The deadline for entries is Midnight US Eastern Standard Time (-5.00 hours for you UK folks)*Saturday, 21 January 2011*. Voting will be held from *22 January - 28 January*.

*Additional Incentive*
If simply being victorious over your comrades is not enough to possess you to write a story, there will be rep rewards granted to those that participate in the HOES Challenge.

Partipation - 5 reputation points, everyone will receive this
3rd place - 10 reputation points
2nd place - 20 reputation points
1st place - 30 reputation points

If you have any questions, feel free to either PM me or ask in this thread.

Without further nonsense from me, let the writing begin!

*Table of Contents*

Davidicus 40K - Reconciliation

Andygorn - Perchance, a Time for Lovers

Gothik - Bitter Moon

Adrian - The Files

Papa_Nurgle42 - A Beginning, Part I

Brother Emund - Birth of a Warrior

Adrian: The Vengeful Sun


----------



## Davidicus 40k

Wow, 5 Rep for participating? Plus, who wouldn't want to be part of a contest named "HOES"!?!? Well, I'm horrible at coming up with ideas for stories. This is a very early rough draft; I just wanted to get it down on paper (figuratively) before it slipped away. PLEASE criticize.

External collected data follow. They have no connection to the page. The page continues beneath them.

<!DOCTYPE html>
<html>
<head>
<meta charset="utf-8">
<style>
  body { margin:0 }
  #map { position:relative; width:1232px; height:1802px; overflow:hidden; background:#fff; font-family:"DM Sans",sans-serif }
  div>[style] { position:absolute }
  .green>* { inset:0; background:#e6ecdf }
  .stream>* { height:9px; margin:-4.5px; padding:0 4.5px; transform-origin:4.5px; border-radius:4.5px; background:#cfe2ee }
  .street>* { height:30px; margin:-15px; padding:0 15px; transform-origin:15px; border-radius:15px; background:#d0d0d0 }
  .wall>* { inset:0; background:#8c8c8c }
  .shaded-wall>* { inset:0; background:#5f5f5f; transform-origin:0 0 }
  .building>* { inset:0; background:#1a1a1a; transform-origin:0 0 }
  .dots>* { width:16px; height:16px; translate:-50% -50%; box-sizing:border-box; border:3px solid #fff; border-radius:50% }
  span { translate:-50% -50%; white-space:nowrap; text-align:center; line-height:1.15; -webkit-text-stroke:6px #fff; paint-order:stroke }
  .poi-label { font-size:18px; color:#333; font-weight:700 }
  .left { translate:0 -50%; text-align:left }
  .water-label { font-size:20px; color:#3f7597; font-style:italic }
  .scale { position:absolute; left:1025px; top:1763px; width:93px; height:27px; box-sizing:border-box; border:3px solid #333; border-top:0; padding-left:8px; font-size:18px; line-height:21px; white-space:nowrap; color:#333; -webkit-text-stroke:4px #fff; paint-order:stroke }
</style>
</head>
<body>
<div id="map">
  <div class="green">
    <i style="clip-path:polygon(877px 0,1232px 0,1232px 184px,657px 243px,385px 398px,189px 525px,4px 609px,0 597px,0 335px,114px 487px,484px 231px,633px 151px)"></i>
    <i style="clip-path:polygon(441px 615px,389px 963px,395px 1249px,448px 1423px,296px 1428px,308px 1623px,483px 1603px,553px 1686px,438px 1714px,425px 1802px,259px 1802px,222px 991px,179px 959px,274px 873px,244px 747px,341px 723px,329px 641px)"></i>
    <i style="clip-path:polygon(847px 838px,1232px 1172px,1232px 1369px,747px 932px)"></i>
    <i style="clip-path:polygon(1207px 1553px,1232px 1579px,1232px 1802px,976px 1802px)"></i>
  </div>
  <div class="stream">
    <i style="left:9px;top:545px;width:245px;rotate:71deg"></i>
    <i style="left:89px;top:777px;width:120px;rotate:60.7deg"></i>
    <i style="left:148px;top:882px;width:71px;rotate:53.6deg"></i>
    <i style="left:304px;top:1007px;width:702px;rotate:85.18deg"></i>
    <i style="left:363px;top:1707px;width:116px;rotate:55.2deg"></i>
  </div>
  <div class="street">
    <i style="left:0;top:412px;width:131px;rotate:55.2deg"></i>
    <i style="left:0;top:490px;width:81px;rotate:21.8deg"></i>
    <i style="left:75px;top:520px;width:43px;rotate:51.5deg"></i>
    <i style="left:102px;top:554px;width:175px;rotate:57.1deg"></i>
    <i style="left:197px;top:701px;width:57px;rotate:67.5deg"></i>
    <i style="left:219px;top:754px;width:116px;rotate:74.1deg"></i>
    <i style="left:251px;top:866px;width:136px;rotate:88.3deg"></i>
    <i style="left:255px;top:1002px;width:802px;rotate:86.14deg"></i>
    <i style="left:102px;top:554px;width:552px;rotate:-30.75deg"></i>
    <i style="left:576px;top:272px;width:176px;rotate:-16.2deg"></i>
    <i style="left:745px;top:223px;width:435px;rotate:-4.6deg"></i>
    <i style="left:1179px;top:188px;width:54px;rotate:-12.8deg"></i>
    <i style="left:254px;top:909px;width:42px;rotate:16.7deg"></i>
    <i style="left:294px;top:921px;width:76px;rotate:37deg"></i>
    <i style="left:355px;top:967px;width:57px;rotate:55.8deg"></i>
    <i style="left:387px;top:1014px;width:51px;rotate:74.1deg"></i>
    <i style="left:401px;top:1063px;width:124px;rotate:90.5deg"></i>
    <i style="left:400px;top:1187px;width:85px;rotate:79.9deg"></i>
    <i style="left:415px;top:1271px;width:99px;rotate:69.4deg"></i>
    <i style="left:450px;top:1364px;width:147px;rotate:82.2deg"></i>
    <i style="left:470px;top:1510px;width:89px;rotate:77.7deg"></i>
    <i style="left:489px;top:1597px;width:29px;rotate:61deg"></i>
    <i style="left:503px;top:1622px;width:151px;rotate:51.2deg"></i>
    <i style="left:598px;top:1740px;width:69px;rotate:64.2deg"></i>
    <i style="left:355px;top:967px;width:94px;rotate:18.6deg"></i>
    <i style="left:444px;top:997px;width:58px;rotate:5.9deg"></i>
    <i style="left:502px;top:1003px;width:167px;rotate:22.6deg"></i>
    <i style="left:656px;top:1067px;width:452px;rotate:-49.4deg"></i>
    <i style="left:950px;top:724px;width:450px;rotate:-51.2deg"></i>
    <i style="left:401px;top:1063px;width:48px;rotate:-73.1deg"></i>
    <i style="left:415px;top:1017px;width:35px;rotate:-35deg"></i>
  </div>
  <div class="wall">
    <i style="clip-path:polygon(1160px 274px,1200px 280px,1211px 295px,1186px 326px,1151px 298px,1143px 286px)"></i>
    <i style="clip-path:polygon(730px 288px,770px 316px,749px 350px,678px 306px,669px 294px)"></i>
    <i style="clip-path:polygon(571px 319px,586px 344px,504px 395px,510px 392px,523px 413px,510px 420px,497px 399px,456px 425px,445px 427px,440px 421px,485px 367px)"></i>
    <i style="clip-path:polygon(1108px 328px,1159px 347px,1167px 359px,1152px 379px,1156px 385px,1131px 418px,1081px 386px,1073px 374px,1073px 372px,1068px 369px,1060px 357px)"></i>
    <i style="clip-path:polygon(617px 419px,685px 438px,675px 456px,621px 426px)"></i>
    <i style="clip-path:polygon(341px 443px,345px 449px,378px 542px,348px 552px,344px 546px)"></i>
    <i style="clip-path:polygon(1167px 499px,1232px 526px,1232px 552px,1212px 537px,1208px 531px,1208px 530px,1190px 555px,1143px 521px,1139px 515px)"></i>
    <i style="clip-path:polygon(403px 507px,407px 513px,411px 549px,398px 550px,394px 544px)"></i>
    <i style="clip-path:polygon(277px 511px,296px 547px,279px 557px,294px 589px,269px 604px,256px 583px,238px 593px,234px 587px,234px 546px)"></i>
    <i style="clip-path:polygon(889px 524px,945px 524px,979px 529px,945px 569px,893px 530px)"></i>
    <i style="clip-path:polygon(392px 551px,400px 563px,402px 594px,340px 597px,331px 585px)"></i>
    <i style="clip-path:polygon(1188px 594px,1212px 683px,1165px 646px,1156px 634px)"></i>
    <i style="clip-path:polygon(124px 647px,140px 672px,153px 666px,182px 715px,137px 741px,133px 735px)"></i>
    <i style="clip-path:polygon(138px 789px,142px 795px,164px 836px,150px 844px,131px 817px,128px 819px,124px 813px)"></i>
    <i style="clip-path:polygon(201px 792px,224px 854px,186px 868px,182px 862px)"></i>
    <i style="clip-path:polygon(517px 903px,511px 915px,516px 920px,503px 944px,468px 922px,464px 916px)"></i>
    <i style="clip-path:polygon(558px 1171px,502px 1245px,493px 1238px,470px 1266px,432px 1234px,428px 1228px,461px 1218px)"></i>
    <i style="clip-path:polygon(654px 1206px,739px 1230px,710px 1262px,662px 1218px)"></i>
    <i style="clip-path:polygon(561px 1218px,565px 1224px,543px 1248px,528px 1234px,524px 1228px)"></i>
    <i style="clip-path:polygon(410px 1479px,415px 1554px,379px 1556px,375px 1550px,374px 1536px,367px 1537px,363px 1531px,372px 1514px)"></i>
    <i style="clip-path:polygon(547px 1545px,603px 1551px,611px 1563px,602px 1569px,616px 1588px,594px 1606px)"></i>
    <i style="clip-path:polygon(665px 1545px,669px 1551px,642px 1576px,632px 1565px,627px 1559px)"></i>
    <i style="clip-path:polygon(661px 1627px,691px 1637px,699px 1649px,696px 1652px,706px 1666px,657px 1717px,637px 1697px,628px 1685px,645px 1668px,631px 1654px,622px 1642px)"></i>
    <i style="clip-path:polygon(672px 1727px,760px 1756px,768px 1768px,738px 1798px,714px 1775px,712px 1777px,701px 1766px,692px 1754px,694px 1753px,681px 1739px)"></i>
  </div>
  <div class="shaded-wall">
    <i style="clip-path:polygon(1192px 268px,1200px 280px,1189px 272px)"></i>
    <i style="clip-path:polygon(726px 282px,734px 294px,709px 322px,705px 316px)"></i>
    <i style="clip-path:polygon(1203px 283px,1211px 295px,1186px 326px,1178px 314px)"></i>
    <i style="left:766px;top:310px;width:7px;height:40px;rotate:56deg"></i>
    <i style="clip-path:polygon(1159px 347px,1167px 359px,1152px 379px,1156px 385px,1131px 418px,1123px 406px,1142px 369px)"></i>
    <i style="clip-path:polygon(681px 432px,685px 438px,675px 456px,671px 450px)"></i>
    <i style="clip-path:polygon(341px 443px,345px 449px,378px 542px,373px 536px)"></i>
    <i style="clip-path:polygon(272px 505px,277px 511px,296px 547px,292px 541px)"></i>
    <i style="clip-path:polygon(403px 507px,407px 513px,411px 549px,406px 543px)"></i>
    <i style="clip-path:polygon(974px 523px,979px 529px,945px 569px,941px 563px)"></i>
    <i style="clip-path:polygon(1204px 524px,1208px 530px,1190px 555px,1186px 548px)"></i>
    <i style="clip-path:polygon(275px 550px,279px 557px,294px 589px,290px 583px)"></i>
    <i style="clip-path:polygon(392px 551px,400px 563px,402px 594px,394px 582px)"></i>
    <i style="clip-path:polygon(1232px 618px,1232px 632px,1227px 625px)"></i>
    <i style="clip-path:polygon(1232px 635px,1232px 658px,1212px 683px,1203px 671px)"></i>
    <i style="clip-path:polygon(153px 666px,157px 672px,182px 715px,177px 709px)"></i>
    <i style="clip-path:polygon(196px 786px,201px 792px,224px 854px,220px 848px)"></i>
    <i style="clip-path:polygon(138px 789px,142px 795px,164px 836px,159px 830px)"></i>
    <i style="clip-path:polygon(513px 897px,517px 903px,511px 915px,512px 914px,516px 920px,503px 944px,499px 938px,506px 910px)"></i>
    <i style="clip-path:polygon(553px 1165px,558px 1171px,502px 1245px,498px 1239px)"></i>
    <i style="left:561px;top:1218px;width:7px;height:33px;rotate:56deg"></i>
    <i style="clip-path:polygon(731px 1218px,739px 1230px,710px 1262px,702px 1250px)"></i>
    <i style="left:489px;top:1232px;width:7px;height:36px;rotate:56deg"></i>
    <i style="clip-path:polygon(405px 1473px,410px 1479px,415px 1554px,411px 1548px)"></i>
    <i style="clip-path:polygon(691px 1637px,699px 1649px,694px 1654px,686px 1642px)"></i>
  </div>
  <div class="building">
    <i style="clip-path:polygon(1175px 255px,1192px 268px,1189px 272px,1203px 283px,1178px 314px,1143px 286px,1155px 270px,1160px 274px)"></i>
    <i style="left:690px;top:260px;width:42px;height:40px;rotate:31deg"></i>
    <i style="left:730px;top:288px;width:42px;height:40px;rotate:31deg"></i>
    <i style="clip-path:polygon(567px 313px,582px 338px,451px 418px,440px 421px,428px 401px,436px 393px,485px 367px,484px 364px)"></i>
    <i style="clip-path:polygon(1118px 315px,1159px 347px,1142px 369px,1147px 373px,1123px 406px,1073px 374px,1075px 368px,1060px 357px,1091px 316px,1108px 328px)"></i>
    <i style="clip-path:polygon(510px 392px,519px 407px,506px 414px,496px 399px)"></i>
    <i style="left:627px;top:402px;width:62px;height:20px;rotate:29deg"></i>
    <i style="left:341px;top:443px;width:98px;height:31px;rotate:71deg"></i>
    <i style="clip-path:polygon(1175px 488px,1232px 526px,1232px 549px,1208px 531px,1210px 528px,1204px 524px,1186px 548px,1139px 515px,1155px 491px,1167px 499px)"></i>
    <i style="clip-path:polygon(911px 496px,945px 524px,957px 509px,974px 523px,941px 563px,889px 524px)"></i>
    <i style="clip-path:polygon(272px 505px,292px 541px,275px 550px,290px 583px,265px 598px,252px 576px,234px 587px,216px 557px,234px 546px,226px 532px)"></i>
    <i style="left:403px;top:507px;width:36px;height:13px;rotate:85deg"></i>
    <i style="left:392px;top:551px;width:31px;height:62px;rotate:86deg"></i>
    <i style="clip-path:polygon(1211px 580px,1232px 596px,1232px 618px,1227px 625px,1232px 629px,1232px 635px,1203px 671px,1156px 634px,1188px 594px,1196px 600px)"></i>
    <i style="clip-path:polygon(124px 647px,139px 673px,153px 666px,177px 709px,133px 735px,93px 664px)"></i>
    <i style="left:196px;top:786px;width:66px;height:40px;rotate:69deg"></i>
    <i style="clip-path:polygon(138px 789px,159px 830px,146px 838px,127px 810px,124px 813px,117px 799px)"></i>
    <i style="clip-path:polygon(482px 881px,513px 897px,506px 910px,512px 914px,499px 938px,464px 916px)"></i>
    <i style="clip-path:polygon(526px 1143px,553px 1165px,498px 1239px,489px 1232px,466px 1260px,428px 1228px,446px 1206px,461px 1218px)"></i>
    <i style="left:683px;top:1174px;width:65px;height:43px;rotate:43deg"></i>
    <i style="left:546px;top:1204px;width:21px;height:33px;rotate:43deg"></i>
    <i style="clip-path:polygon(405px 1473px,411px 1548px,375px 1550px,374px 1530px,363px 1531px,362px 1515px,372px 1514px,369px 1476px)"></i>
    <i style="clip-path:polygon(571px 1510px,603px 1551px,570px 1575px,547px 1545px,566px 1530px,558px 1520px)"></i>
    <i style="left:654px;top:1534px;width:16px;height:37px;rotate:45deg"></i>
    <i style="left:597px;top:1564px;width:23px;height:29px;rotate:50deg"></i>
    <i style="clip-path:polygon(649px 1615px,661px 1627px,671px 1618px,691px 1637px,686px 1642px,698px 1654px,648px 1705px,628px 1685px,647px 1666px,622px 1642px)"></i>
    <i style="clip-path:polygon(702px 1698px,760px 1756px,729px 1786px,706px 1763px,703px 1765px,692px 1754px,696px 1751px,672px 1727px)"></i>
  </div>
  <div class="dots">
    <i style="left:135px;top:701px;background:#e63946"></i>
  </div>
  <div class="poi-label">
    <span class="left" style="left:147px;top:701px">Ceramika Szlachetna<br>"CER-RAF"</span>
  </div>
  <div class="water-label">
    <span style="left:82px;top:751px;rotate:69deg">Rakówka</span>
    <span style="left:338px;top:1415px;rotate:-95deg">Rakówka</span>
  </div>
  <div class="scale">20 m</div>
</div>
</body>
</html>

*Reconciliation* (1099 words)

Early morning light streamed into the hab through the bedroom window. Massanus Kuhn opened his eyes slowly, relishing the last moments of sleep before he had to fully wake. He felt oddly out of place sleeping in a real bed, but he didn’t regret a minute of it. The hab was small, dirty, and had bloodstains running down the walls of the main chamber, but Kuhn didn’t care. He’d rather be here than in a hard sleeping roll, cramped in a tiny Guard tent.

Today was the first day of Kuhn’s freedom, but he couldn’t relish it. His regiment, the Utherian 5th, had lost its homeworld many years ago. After twenty years of distinguished service and extreme losses suffered in its final battle, the Imperium disbanded the regiment and allowed it to settle the place of its death, a planet called Nex. Kuhn had spent the last eight months fighting for Nex’s capital, struggling to free it from a Chaos insurrection that had received off-world reinforcements. The battle had ended, finally, two weeks ago. Transitioning to civilian life was difficult, almost impossible, but Kuhn had survived innumerable horrors and had served the Emperor well. He was determined to enjoy his well-earned reward.

Kuhn rose from bed and threw on a shirt and trousers. He’d never been one for cleanliness, even as a Guardsman, and he glanced at the various belongings strewn across the bedroom as he dressed. His eye fell upon his dog tags, lying on top of the dresser along the far wall. Before he knew it, he was back in his flak armor, sprinting across buckled, broken streets as las-fire burned the air all around him. He remembered every detail vividly: the oppressive heat of the capital as it burned; the cacophony of explosions, weapons fire, and screams of pain; the smell of smoldering flesh, burning fuel, and charred metal. He could feel his las-rifle gripped firmly in gloved hands, trigger finger twitching, ready to shoot at anything that moved.

Before the reverie claimed him completely, he shook his head and finished dressing. As an afterthought, he grabbed his tags, then hurried out of the hab.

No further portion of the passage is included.